Skip every picture while you write out the records below, from the first line through the one that contains "position:relative; flex:1; overflow:hidden", both ends kept.

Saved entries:

----------

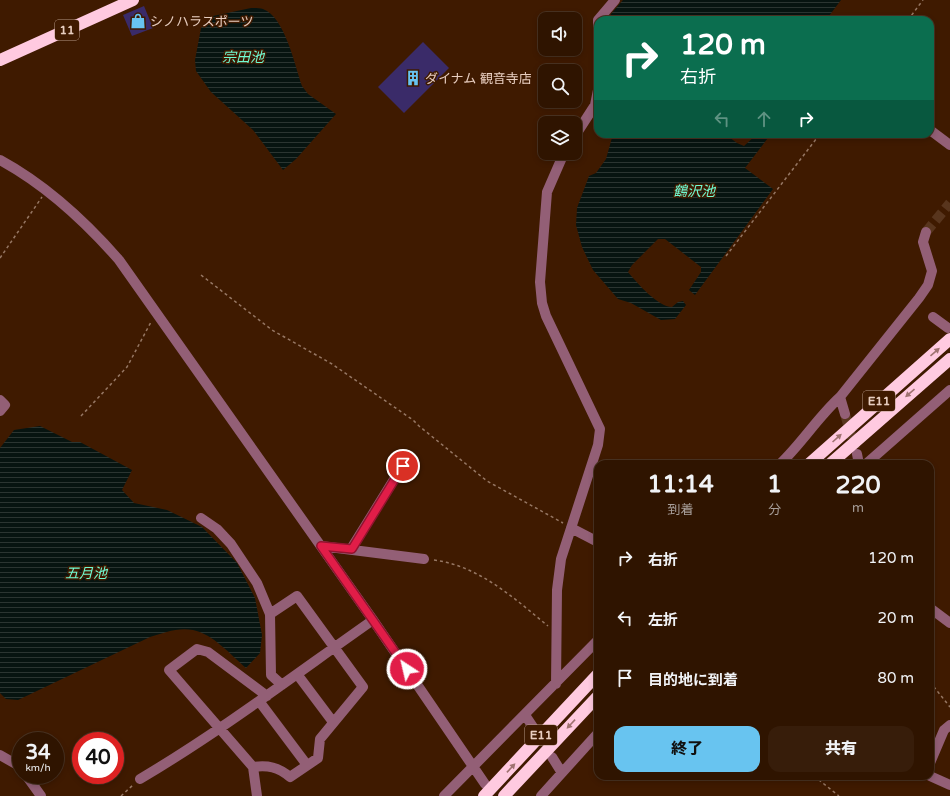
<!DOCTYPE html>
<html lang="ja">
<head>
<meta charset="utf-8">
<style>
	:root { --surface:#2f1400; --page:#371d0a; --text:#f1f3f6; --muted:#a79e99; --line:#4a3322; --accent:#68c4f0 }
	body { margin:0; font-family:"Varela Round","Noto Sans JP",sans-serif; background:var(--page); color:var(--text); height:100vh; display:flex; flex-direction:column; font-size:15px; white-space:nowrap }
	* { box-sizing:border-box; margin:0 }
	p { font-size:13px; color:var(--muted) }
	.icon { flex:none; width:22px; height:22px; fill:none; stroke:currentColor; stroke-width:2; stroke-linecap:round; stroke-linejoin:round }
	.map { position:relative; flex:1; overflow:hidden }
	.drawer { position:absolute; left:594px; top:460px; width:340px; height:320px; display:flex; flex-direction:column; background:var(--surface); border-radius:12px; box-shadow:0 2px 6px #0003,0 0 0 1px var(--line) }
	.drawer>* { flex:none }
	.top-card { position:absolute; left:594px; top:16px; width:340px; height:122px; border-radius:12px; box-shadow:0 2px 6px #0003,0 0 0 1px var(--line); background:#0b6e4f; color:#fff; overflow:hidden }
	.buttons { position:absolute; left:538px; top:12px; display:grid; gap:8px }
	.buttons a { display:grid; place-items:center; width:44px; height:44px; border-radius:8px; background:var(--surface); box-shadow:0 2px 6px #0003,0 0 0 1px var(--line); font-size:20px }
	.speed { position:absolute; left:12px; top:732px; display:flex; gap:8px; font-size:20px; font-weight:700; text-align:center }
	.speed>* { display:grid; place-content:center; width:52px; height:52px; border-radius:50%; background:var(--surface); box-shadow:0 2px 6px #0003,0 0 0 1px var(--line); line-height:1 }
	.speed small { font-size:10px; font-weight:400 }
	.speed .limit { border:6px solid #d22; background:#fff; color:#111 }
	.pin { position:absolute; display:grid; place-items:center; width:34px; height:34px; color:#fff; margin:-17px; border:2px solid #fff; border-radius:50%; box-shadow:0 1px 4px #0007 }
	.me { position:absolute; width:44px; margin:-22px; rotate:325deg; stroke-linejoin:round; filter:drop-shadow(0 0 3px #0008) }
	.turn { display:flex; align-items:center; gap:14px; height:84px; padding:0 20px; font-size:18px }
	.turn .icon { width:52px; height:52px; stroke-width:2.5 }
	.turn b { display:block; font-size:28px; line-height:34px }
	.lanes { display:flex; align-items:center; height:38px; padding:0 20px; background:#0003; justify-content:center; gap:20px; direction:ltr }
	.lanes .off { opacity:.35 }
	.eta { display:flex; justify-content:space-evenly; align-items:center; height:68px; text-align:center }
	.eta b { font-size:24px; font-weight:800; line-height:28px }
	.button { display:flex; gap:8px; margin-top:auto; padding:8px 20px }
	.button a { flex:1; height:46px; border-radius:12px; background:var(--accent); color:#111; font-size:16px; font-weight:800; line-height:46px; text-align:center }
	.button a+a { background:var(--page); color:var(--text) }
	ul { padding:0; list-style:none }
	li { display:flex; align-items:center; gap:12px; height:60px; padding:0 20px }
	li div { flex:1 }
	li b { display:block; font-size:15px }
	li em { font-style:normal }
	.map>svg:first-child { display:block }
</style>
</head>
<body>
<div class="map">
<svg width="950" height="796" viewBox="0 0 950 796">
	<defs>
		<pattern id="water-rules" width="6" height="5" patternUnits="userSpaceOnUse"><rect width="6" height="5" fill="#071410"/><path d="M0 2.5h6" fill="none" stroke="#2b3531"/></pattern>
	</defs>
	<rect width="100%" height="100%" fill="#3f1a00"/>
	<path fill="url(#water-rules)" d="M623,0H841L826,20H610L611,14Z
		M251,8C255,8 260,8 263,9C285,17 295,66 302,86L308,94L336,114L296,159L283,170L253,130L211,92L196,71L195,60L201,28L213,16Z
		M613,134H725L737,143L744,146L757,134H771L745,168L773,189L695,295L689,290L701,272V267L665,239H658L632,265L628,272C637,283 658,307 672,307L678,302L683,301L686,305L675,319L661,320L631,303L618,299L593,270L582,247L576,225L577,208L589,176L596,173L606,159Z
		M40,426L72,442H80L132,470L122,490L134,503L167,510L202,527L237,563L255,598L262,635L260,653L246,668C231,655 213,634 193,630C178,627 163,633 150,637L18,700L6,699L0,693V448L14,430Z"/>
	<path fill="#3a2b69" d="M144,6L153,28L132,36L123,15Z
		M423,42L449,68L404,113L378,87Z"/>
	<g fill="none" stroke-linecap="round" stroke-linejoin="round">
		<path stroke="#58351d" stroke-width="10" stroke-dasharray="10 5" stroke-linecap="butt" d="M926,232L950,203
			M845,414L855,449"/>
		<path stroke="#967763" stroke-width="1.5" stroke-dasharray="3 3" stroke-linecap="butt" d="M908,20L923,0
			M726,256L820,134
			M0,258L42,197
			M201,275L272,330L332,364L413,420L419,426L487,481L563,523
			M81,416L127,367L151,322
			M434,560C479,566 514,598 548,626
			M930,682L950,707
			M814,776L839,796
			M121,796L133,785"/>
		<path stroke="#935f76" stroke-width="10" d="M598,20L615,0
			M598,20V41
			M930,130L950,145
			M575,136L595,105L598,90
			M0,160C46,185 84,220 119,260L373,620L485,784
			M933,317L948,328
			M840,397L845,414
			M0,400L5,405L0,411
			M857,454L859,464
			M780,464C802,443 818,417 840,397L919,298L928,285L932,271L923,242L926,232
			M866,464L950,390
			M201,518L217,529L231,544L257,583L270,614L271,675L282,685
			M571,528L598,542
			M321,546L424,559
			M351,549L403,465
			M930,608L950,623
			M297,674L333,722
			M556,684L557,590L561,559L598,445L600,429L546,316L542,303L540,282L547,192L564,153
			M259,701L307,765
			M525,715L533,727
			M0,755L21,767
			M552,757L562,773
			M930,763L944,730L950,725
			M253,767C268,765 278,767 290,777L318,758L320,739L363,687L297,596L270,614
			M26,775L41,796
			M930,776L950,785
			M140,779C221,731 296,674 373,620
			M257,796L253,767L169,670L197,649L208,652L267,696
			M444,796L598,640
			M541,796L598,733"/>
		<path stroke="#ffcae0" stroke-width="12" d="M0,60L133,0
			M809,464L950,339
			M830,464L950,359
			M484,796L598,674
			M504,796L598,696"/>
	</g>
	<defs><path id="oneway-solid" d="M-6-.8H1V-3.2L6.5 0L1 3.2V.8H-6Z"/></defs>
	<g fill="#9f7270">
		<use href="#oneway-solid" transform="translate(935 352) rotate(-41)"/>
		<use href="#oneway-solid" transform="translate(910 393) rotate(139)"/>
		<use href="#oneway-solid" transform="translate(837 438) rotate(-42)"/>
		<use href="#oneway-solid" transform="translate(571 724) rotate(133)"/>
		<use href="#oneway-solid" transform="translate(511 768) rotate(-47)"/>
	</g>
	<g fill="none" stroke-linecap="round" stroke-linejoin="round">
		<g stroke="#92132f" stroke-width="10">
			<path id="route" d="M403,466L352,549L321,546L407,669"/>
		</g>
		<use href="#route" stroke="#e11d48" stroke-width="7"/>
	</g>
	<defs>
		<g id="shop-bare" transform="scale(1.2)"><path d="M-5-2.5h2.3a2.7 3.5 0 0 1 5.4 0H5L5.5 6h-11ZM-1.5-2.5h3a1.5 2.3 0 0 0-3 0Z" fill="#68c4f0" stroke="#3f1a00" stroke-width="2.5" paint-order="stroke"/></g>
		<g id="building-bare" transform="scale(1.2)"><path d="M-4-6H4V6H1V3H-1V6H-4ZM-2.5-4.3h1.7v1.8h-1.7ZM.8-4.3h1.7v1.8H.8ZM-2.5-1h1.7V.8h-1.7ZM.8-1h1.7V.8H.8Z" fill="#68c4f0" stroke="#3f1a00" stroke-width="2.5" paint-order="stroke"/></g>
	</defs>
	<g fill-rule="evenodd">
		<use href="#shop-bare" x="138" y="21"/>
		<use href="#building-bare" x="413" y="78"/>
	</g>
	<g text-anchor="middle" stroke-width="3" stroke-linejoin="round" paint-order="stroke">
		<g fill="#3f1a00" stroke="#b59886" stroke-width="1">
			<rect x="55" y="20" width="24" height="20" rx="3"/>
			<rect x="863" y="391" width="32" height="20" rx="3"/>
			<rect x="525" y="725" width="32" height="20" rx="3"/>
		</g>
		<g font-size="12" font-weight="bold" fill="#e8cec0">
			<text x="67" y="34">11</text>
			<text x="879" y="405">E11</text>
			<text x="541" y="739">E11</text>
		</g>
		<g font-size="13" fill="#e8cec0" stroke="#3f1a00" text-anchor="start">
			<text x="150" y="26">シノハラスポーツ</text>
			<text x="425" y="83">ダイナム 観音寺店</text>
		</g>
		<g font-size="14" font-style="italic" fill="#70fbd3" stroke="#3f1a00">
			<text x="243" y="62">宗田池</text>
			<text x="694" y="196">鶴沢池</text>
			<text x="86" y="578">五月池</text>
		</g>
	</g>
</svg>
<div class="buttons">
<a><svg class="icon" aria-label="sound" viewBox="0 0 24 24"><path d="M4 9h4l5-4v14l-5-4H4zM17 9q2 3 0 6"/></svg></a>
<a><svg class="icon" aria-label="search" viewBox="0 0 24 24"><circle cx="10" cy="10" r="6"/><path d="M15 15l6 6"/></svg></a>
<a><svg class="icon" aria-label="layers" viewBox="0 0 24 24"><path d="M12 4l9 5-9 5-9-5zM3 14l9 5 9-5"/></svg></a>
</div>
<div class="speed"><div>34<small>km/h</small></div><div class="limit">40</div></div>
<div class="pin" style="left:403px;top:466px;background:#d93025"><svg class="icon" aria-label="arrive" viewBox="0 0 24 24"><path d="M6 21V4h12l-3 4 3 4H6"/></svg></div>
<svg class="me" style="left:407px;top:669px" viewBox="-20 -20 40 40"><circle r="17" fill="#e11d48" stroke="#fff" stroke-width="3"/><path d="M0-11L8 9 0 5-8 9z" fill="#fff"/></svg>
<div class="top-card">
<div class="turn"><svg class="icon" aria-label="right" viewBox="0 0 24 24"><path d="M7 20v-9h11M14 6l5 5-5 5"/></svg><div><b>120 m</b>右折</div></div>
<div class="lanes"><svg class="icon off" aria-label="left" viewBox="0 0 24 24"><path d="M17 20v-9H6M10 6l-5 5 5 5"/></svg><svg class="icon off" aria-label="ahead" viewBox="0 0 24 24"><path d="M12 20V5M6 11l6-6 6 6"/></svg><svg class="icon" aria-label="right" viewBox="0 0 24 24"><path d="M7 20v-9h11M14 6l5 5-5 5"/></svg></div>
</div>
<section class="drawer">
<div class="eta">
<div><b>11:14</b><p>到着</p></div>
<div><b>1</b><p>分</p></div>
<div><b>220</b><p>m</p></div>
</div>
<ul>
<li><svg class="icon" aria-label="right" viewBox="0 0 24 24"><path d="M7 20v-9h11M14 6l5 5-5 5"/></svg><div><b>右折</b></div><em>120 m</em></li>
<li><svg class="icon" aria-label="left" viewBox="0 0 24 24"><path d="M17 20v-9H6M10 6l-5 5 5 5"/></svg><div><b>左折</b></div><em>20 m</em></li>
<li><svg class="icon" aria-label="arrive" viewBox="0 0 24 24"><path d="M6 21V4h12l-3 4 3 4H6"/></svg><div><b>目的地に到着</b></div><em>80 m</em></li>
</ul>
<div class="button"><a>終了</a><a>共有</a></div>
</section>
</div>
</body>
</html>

----------

• Result:
<!DOCTYPE html>
<html lang="ja">
<head>
<meta charset="utf-8">
<style>
	:root { --surface:#2f1400; --page:#371d0a; --text:#f1f3f6; --muted:#a79e99; --line:#4a3322; --accent:#68c4f0 }
	body { margin:0; font-family:"Varela Round","Noto Sans JP",sans-serif; background:var(--page); color:var(--text); height:100vh; display:flex; flex-direction:column; font-size:15px; white-space:nowrap }
	* { box-sizing:border-box; margin:0 }
	p { font-size:13px; color:var(--muted) }
	.icon { flex:none; width:22px; height:22px; fill:none; stroke:currentColor; stroke-width:2; stroke-linecap:round; stroke-linejoin:round }
	.map { position:relative; flex:1; overflow:hidden }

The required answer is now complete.